* Problem
Exactly the lines starting at the line containing "position:relative; flex:1; overflow:hidden" and ending at the line containing "padding:0 14px; border-radius:10px;" are to be written out from the listing below, both included.
————————
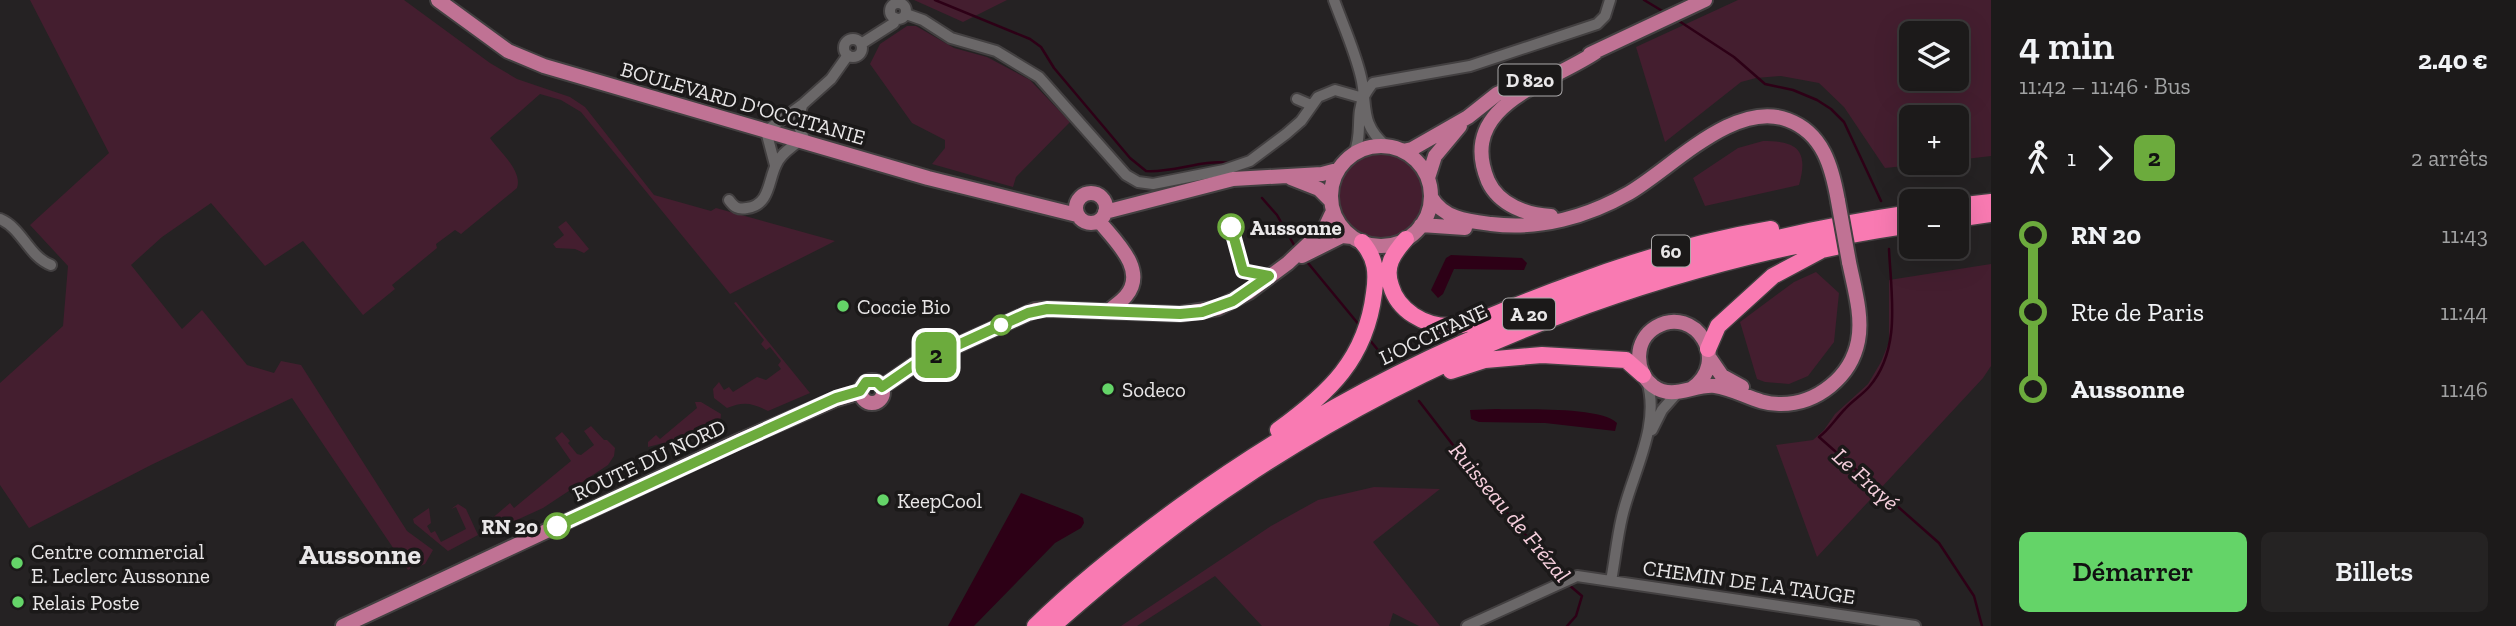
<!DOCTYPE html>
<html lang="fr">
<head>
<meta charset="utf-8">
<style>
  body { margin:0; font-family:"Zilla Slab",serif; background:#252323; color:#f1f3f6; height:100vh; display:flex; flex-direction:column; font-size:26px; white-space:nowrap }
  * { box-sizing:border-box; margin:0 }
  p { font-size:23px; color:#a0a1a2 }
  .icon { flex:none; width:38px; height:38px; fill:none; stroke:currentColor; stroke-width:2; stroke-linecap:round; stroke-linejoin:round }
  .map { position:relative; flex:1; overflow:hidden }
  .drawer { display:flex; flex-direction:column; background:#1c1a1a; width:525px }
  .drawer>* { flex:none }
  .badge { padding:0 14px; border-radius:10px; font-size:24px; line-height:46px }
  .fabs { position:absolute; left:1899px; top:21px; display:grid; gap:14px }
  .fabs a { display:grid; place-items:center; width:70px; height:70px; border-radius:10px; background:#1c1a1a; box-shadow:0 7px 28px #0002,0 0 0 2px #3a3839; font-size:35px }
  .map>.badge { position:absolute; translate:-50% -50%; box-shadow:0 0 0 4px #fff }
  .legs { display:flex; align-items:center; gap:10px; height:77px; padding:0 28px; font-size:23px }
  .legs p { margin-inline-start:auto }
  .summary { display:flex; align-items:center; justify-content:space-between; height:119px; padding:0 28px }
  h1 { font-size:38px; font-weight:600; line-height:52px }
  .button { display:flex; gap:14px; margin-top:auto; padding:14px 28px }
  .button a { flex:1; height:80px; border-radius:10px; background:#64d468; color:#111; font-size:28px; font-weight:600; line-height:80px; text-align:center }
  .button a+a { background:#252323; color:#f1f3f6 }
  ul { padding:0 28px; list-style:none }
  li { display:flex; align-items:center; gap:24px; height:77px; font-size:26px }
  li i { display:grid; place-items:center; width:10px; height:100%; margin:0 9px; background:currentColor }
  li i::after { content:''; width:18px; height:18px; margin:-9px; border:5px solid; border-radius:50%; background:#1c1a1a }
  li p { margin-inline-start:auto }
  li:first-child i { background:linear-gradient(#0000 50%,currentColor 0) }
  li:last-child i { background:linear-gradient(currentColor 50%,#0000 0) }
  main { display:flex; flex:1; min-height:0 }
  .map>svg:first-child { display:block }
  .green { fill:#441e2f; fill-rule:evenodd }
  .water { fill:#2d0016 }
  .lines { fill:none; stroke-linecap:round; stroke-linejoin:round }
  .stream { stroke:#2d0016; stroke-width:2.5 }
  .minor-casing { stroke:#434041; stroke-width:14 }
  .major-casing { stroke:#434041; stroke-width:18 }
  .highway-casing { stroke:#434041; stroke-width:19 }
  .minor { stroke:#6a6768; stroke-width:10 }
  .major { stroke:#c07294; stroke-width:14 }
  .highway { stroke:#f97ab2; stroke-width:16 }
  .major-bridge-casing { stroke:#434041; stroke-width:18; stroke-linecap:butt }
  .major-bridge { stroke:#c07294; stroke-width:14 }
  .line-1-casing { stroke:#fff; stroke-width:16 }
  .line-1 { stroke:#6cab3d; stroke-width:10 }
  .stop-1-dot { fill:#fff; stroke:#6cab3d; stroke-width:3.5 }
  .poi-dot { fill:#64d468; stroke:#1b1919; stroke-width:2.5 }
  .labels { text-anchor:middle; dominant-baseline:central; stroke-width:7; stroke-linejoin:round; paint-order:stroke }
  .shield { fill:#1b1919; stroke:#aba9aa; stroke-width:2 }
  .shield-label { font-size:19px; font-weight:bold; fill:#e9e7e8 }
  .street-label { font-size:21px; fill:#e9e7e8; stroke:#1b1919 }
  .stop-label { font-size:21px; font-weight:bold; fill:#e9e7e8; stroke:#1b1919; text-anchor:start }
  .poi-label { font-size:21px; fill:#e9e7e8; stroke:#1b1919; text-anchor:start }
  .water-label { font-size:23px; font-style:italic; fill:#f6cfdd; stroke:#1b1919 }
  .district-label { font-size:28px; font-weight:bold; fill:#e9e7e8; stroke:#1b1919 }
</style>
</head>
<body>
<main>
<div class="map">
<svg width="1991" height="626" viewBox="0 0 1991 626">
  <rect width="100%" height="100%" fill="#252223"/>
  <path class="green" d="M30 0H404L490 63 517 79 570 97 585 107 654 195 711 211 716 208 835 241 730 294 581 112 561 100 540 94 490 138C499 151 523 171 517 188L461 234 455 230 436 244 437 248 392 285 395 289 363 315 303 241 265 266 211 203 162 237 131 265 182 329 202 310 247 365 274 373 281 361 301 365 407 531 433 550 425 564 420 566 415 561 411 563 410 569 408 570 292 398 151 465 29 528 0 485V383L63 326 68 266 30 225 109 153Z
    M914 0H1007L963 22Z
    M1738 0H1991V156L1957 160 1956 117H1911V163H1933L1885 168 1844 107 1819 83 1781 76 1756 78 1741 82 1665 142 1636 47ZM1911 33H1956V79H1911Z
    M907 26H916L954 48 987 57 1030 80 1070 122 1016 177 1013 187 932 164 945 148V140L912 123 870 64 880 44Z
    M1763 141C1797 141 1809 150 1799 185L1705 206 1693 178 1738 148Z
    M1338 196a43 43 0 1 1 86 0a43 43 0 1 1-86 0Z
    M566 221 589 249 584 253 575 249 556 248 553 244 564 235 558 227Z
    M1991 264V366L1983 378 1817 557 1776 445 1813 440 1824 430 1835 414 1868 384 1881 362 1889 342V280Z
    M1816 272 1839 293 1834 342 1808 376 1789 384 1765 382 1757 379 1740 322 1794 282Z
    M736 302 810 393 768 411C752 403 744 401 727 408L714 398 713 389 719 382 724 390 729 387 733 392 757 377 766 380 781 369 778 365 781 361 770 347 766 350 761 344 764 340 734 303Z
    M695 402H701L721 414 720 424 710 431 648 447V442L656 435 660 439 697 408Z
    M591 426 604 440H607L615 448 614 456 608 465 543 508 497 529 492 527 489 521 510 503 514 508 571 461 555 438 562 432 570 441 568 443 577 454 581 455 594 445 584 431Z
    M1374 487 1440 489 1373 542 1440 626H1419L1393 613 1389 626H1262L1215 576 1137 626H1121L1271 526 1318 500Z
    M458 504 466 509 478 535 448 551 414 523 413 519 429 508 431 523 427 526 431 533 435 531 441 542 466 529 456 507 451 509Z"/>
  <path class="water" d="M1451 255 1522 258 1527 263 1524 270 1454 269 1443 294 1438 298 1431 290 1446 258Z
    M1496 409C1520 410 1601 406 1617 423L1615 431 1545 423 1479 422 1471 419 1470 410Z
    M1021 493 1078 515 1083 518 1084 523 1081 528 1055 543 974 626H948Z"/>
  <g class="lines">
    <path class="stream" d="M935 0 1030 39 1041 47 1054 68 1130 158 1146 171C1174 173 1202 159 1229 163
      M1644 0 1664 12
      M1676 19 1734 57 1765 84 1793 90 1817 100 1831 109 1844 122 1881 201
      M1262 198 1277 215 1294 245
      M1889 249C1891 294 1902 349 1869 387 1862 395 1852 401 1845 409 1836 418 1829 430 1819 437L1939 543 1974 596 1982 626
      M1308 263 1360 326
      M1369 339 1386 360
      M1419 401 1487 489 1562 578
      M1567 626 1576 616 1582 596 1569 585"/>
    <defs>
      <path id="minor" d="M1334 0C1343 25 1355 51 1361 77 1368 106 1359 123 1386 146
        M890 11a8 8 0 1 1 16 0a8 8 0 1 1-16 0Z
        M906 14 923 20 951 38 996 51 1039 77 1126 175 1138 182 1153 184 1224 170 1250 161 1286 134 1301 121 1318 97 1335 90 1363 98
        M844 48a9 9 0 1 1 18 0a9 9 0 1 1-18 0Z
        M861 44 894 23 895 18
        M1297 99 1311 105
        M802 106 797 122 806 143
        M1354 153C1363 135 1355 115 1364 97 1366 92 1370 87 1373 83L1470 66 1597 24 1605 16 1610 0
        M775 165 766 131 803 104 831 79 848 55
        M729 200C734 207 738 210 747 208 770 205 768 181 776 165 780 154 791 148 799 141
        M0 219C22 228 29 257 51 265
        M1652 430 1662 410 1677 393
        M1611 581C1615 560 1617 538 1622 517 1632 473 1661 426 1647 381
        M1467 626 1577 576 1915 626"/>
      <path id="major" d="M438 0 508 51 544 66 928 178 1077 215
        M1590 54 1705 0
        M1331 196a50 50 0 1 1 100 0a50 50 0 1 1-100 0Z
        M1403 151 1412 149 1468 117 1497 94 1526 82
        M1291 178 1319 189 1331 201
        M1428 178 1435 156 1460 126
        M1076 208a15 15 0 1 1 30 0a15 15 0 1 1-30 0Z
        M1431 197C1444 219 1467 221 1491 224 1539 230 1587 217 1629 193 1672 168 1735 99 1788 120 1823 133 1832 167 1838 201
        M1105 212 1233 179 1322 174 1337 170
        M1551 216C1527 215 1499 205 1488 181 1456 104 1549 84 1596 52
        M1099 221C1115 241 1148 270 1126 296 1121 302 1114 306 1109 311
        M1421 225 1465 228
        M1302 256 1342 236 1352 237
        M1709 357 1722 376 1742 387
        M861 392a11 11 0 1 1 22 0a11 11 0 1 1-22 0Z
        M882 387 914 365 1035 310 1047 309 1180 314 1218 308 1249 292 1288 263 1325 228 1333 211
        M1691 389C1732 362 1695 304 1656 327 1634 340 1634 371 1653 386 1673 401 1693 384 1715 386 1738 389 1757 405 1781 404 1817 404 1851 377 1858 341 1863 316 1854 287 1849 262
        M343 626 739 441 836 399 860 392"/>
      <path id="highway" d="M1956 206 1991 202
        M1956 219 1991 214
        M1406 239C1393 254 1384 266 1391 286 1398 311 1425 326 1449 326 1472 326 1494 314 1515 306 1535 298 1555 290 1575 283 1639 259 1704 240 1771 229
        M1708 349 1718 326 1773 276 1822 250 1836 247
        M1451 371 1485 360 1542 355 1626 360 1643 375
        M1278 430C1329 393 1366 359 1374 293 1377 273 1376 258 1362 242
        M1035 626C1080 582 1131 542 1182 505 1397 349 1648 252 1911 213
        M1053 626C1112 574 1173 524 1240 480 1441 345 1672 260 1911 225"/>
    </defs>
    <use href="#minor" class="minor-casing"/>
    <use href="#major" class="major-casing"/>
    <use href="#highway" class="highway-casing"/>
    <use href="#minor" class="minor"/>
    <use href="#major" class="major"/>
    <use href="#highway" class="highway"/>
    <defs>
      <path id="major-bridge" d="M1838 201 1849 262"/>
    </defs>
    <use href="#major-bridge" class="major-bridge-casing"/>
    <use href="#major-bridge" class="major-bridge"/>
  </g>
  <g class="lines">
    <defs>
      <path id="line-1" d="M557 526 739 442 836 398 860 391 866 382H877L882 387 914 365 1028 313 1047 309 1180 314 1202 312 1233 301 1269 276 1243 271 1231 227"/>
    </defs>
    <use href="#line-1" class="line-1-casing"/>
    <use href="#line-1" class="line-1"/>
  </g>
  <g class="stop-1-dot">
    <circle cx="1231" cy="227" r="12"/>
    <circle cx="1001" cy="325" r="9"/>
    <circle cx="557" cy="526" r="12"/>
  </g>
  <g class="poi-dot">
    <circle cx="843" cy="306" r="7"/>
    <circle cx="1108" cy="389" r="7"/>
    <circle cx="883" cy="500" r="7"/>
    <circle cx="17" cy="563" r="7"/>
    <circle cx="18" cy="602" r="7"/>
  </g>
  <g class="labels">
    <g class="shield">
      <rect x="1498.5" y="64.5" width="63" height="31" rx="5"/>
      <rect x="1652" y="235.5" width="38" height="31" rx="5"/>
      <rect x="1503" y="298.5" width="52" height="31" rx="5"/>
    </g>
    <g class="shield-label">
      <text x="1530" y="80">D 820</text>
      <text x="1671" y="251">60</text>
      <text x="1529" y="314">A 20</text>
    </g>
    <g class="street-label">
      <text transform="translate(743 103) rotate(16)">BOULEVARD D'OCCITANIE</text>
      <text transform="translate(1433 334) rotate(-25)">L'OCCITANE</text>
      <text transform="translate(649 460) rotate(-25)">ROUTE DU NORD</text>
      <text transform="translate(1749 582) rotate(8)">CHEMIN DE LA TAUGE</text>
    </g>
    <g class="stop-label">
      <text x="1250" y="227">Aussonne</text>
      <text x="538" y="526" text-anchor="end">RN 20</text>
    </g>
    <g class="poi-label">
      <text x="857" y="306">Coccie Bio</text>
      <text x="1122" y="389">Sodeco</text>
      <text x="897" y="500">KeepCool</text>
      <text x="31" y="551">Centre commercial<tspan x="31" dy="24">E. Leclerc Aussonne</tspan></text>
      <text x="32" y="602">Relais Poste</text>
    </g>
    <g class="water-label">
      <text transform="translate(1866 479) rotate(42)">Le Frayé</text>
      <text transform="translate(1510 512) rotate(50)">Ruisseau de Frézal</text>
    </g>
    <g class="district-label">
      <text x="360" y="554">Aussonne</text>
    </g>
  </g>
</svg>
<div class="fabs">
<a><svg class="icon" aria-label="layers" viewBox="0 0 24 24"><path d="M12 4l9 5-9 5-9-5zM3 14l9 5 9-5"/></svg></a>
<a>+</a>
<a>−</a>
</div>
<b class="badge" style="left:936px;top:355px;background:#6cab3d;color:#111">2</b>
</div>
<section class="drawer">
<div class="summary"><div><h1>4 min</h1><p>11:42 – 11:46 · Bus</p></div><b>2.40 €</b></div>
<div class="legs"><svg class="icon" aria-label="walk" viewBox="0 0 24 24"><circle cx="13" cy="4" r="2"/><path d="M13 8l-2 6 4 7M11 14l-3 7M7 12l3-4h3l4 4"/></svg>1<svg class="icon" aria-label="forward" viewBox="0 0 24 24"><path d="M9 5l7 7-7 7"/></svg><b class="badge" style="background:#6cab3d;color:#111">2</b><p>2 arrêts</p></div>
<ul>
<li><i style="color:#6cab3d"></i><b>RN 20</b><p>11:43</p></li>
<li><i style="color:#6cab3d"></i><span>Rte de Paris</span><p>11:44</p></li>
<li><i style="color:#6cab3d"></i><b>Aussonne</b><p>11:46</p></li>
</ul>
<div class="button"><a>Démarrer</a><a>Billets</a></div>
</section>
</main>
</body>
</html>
————————
* Final answer
  .map { position:relative; flex:1; overflow:hidden }
  .drawer { display:flex; flex-direction:column; background:#1c1a1a; width:525px }
  .drawer>* { flex:none }
  .badge { padding:0 14px; border-radius:10px; font-size:24px; line-height:46px }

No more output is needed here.